You can come to your own conclusions on where the truth lies.
Posted By Blogger Jan from Wood Dale, IL : 5:23 PM ET
I have nothing but respect for Sen. Clinton and Sen. McCain and I hope that Mr. Richardson pegs the Vice President spot on the ticket. However, I am captivated by the message of Sen. Obama. What else is there in the dismal times our country has endured these last seven years except the desire to see Change and Hope?
Posted By Anonymous ADWagner : 5:37 PM ET
I don't know about calling these events tailgates. They sound more like Church revivals. I think I need to know more about Obama, also. If it sounds too good to be true, it usually is. Thanks for adding your wisdom to 360!
Posted By Anonymous Kathy Chicago,Il : 6:31 PM ET
Thank you everyone for your words. My God, this is the first intelligent blog I have come across in the past two weeks.
I believe all 50 states have the right to be heard.
Iowa and New Hampshire don't get to choose our nominee.
Posted By Anonymous Christine, Atlanta : 11:19 PM ET
From what I saw on the tv the lines looked like the ones you see for tickets to a rock concert, or a high rivalry college football game, or even to get a Harry Potter book on the first day of publication!!

There's 10 months to go before we all vote for real. I wonder if the enthusiasm being shown now will still be around then?
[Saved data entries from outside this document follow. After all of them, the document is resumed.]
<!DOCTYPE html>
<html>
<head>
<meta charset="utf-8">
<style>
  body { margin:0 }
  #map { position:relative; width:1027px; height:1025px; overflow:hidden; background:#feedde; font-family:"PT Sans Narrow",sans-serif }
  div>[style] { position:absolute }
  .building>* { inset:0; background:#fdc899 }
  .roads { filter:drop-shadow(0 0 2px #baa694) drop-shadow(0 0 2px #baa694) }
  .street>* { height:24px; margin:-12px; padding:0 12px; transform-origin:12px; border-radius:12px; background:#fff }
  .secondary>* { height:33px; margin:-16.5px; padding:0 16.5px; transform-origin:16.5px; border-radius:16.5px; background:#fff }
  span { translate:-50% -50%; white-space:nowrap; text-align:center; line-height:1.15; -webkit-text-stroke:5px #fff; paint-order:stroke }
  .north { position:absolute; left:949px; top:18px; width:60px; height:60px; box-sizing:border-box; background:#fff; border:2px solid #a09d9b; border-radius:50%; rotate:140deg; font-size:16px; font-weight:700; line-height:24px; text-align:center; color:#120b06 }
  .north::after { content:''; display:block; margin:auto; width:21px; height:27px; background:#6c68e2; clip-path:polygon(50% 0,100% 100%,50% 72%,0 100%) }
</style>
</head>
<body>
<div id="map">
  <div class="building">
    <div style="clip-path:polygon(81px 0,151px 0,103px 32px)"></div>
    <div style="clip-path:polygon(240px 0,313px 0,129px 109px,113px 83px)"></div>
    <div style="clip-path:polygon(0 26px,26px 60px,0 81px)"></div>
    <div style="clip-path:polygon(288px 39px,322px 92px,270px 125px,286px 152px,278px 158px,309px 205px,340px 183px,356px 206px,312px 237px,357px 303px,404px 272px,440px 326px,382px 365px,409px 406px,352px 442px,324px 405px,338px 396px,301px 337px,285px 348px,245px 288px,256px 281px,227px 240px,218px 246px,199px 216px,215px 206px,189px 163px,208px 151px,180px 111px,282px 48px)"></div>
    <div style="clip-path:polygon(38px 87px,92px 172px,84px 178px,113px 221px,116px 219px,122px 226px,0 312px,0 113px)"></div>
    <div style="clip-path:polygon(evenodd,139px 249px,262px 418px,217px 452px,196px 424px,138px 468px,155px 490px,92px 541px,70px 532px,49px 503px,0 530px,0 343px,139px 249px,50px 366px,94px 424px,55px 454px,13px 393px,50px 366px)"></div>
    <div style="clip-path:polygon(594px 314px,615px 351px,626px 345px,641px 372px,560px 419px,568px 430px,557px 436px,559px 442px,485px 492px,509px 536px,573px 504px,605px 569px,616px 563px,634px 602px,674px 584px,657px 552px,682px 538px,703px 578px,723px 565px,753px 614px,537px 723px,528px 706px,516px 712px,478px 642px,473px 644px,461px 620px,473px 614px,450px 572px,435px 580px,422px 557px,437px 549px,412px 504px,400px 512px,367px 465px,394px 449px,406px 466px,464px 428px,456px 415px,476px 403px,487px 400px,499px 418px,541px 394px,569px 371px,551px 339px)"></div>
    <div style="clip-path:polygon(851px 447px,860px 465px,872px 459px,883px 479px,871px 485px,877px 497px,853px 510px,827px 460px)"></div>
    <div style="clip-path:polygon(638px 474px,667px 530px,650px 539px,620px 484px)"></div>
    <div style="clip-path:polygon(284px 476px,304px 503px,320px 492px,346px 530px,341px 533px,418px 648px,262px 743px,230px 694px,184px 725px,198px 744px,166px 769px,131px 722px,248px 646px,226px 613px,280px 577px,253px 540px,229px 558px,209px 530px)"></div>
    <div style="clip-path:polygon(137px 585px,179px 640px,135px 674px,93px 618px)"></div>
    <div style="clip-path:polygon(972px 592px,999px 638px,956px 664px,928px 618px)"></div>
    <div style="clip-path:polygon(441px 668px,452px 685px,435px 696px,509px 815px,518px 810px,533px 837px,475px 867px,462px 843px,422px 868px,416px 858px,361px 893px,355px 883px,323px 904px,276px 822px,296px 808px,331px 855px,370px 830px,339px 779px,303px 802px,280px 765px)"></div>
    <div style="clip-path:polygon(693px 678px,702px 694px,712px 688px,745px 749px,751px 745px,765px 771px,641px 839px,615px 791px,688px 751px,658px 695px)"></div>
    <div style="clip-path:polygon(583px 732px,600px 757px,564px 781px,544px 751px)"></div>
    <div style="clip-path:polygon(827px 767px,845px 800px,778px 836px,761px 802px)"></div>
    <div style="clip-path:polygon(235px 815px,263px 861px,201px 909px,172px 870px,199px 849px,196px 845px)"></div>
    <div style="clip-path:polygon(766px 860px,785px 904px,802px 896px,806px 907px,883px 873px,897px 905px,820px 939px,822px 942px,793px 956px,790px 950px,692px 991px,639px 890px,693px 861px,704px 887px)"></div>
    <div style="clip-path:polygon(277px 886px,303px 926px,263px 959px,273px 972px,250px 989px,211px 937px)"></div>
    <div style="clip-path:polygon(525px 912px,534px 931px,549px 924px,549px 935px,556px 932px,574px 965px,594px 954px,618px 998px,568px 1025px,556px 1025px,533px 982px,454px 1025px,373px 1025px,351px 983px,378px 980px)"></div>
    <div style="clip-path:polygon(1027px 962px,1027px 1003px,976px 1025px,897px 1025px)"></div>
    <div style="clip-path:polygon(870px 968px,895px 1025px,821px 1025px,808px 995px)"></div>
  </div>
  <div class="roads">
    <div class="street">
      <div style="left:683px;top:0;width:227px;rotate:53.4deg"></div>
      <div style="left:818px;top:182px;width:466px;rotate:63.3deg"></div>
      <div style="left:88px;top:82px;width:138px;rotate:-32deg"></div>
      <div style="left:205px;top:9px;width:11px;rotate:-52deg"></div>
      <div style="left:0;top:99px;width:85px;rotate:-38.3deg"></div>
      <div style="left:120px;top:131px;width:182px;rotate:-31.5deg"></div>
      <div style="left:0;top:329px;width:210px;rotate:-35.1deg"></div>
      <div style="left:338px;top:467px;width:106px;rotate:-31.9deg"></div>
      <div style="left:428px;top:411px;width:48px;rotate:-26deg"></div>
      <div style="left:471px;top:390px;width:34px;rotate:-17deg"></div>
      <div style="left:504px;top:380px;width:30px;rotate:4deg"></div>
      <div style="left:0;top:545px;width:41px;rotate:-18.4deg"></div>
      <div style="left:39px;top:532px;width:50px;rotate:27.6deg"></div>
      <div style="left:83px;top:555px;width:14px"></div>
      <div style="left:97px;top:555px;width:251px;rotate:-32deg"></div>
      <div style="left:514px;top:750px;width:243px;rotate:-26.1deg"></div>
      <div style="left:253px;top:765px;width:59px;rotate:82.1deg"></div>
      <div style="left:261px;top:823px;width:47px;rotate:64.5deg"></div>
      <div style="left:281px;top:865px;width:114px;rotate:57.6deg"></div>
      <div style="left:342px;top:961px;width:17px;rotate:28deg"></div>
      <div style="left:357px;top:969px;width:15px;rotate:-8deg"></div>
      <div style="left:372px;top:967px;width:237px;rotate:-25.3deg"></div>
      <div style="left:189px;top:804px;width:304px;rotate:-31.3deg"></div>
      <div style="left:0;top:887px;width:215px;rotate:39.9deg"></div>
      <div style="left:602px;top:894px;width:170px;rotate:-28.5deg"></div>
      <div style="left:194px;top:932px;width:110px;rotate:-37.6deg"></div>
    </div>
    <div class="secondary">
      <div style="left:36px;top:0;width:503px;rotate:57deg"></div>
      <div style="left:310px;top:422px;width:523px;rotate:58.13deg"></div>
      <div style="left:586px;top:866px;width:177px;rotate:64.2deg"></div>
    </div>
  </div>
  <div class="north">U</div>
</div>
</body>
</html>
I hope the candidates get down into the details of what "change" means to them - specifics not generalities. It'd be nice to know if they and the voters are talking about the same thing.

Annie Kate
Birmngham AL
Posted By Blogger Annie Kate : 1:51 AM ET
I am so sorry Americans!
Every nation deserves its leader!
Looks to me that Hillary is too advance for you.
You are behind England, Germany, India, Pakistan... even Afghanistan one day.

Obama-Osama will bring you the "Change" similar to South Africa, I suppose.

Lets you suffer 4 more years; at least!